*** Data for analysis ***
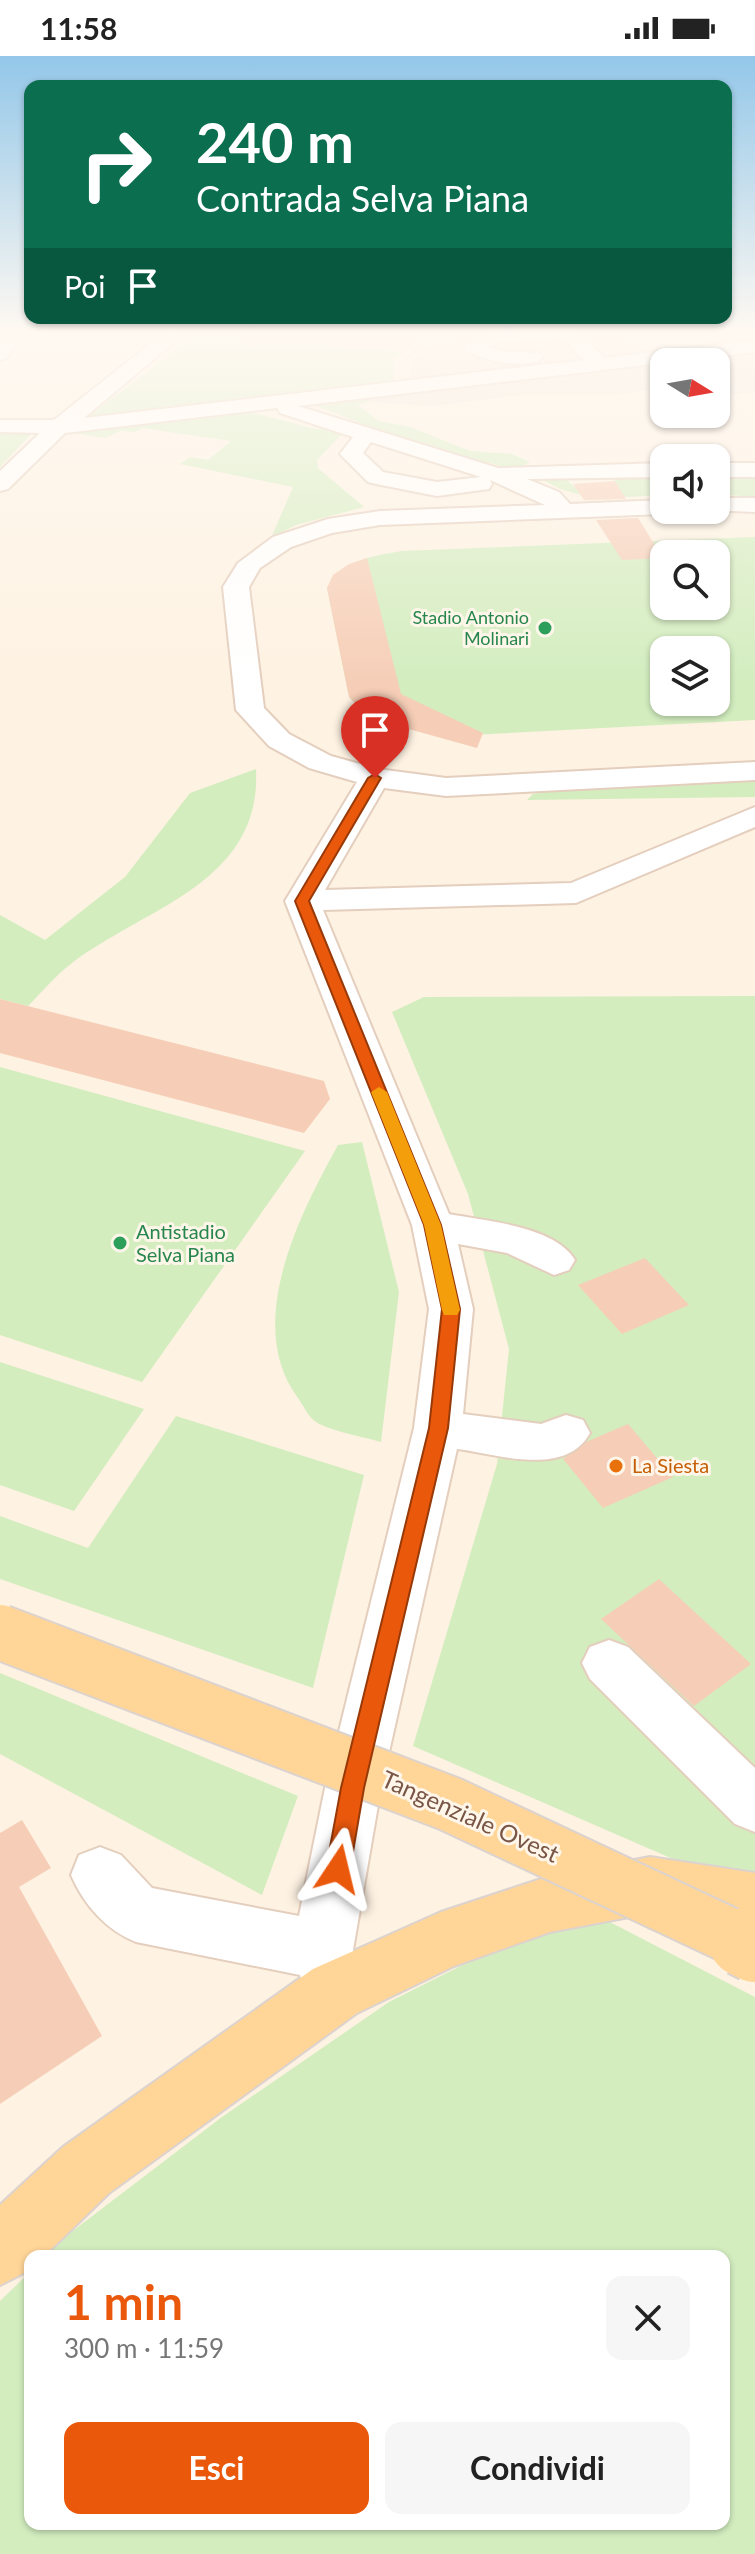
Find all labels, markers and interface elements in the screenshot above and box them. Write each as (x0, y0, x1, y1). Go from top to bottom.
text: 11:58 (40, 10, 117, 46)
text: 240 m (196, 108, 354, 175)
icon: right (64, 112, 168, 216)
text: Contrada Selva Piana (196, 176, 529, 220)
icon: arrive (121, 264, 165, 308)
text: Poi (64, 268, 105, 304)
north arrow (650, 348, 730, 428)
map controls (650, 348, 730, 716)
button: sound (650, 444, 730, 524)
button: search (650, 540, 730, 620)
place label: Stadio Antonio Molinari (412, 606, 529, 649)
marker: Stadio Antonio Molinari (536, 619, 554, 637)
button: layers (650, 636, 730, 716)
pin (341, 696, 409, 778)
icon: arrive (353, 708, 397, 752)
place label: Antistadio Selva Piana (136, 1219, 235, 1266)
marker: Antistadio Selva Piana (111, 1234, 129, 1252)
place label: La Siesta (632, 1453, 709, 1477)
marker: La Siesta (607, 1457, 625, 1475)
street label: Tangenziale Ovest (377, 1764, 564, 1868)
position arrow (296, 1827, 380, 1911)
text: 1 min (64, 2273, 183, 2330)
button: close (606, 2276, 690, 2360)
text: 300 m · 11:59 (64, 2332, 224, 2364)
button: Esci (64, 2422, 369, 2514)
button: Condividi (385, 2422, 690, 2514)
***
# Your goal:
What the reply must contain is an exact transcription of the data above and none of its pictures.

# Response to this task:
Find all labels, markers and interface elements in the screenshot above and box them. Write each as (x0, y0, x1, y1). Go from top to bottom.
text: 11:58 (40, 10, 117, 46)
text: 240 m (196, 108, 354, 175)
icon: right (64, 112, 168, 216)
text: Contrada Selva Piana (196, 176, 529, 220)
icon: arrive (121, 264, 165, 308)
text: Poi (64, 268, 105, 304)
north arrow (650, 348, 730, 428)
map controls (650, 348, 730, 716)
button: sound (650, 444, 730, 524)
button: search (650, 540, 730, 620)
place label: Stadio Antonio Molinari (412, 606, 529, 649)
marker: Stadio Antonio Molinari (536, 619, 554, 637)
button: layers (650, 636, 730, 716)
pin (341, 696, 409, 778)
icon: arrive (353, 708, 397, 752)
place label: Antistadio Selva Piana (136, 1219, 235, 1266)
marker: Antistadio Selva Piana (111, 1234, 129, 1252)
place label: La Siesta (632, 1453, 709, 1477)
marker: La Siesta (607, 1457, 625, 1475)
street label: Tangenziale Ovest (377, 1764, 564, 1868)
position arrow (296, 1827, 380, 1911)
text: 1 min (64, 2273, 183, 2330)
button: close (606, 2276, 690, 2360)
text: 300 m · 11:59 (64, 2332, 224, 2364)
button: Esci (64, 2422, 369, 2514)
button: Condividi (385, 2422, 690, 2514)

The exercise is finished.